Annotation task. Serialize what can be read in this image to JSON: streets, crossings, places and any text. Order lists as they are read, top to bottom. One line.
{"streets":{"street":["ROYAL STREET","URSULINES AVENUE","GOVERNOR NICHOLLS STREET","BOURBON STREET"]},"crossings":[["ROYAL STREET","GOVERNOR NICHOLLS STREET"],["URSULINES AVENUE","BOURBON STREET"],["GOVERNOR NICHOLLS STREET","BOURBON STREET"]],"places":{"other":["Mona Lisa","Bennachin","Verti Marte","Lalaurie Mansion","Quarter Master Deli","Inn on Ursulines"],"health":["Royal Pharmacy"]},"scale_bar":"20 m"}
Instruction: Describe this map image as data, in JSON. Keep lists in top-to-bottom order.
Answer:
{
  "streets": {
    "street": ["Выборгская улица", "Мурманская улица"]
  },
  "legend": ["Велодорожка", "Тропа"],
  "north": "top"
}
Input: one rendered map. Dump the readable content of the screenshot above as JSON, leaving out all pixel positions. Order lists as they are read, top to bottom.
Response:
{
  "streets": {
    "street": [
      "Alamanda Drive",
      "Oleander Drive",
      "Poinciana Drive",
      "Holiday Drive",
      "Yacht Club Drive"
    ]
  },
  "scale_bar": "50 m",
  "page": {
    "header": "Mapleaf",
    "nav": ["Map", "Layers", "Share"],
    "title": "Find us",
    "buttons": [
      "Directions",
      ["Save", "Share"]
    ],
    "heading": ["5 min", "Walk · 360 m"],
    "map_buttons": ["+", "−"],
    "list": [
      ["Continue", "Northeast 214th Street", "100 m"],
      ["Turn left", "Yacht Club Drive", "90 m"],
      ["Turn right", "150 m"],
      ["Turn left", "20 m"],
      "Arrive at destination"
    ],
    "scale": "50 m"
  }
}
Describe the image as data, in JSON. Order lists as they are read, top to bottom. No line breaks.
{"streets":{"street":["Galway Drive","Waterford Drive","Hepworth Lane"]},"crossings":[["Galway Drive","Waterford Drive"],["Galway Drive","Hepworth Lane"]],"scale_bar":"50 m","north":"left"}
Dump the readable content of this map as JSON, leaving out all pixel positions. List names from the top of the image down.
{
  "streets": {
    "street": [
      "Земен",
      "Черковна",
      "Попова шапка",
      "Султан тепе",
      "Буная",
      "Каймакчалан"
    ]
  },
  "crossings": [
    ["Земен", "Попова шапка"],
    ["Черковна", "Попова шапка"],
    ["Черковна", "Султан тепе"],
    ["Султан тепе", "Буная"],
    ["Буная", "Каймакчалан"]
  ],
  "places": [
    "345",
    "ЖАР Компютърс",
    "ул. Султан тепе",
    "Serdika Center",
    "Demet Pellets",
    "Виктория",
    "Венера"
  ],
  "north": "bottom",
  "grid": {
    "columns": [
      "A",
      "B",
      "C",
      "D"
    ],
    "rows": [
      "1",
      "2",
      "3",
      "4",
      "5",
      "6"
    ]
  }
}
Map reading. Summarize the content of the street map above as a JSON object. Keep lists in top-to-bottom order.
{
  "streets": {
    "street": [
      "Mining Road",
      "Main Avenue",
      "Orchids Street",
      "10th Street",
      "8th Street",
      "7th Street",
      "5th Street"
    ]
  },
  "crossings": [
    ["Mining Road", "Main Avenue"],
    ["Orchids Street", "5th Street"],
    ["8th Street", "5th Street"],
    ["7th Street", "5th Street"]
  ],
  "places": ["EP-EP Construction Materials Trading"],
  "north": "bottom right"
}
++++++
Without changing a word, print all of the entries above.

» **Answer section**:
Annotation task. Serialize what can be read in this image to JSON: streets, crossings, places and any text. Order lists as they are read, top to bottom. One line.
{"streets":{"street":["ROYAL STREET","URSULINES AVENUE","GOVERNOR NICHOLLS STREET","BOURBON STREET"]},"crossings":[["ROYAL STREET","GOVERNOR NICHOLLS STREET"],["URSULINES AVENUE","BOURBON STREET"],["GOVERNOR NICHOLLS STREET","BOURBON STREET"]],"places":{"other":["Mona Lisa","Bennachin","Verti Marte","Lalaurie Mansion","Quarter Master Deli","Inn on Ursulines"],"health":["Royal Pharmacy"]},"scale_bar":"20 m"}
Instruction: Describe this map image as data, in JSON. Keep lists in top-to-bottom order.
Answer:
{
  "streets": {
    "street": ["Выборгская улица", "Мурманская улица"]
  },
  "legend": ["Велодорожка", "Тропа"],
  "north": "top"
}
Input: one rendered map. Dump the readable content of the screenshot above as JSON, leaving out all pixel positions. Order lists as they are read, top to bottom.
Response:
{
  "streets": {
    "street": [
      "Alamanda Drive",
      "Oleander Drive",
      "Poinciana Drive",
      "Holiday Drive",
      "Yacht Club Drive"
    ]
  },
  "scale_bar": "50 m",
  "page": {
    "header": "Mapleaf",
    "nav": ["Map", "Layers", "Share"],
    "title": "Find us",
    "buttons": [
      "Directions",
      ["Save", "Share"]
    ],
    "heading": ["5 min", "Walk · 360 m"],
    "map_buttons": ["+", "−"],
    "list": [
      ["Continue", "Northeast 214th Street", "100 m"],
      ["Turn left", "Yacht Club Drive", "90 m"],
      ["Turn right", "150 m"],
      ["Turn left", "20 m"],
      "Arrive at destination"
    ],
    "scale": "50 m"
  }
}
Describe the image as data, in JSON. Order lists as they are read, top to bottom. No line breaks.
{"streets":{"street":["Galway Drive","Waterford Drive","Hepworth Lane"]},"crossings":[["Galway Drive","Waterford Drive"],["Galway Drive","Hepworth Lane"]],"scale_bar":"50 m","north":"left"}
Dump the readable content of this map as JSON, leaving out all pixel positions. List names from the top of the image down.
{
  "streets": {
    "street": [
      "Земен",
      "Черковна",
      "Попова шапка",
      "Султан тепе",
      "Буная",
      "Каймакчалан"
    ]
  },
  "crossings": [
    ["Земен", "Попова шапка"],
    ["Черковна", "Попова шапка"],
    ["Черковна", "Султан тепе"],
    ["Султан тепе", "Буная"],
    ["Буная", "Каймакчалан"]
  ],
  "places": [
    "345",
    "ЖАР Компютърс",
    "ул. Султан тепе",
    "Serdika Center",
    "Demet Pellets",
    "Виктория",
    "Венера"
  ],
  "north": "bottom",
  "grid": {
    "columns": [
      "A",
      "B",
      "C",
      "D"
    ],
    "rows": [
      "1",
      "2",
      "3",
      "4",
      "5",
      "6"
    ]
  }
}
Map reading. Summarize the content of the street map above as a JSON object. Keep lists in top-to-bottom order.
{
  "streets": {
    "street": [
      "Mining Road",
      "Main Avenue",
      "Orchids Street",
      "10th Street",
      "8th Street",
      "7th Street",
      "5th Street"
    ]
  },
  "crossings": [
    ["Mining Road", "Main Avenue"],
    ["Orchids Street", "5th Street"],
    ["8th Street", "5th Street"],
    ["7th Street", "5th Street"]
  ],
  "places": ["EP-EP Construction Materials Trading"],
  "north": "bottom right"
}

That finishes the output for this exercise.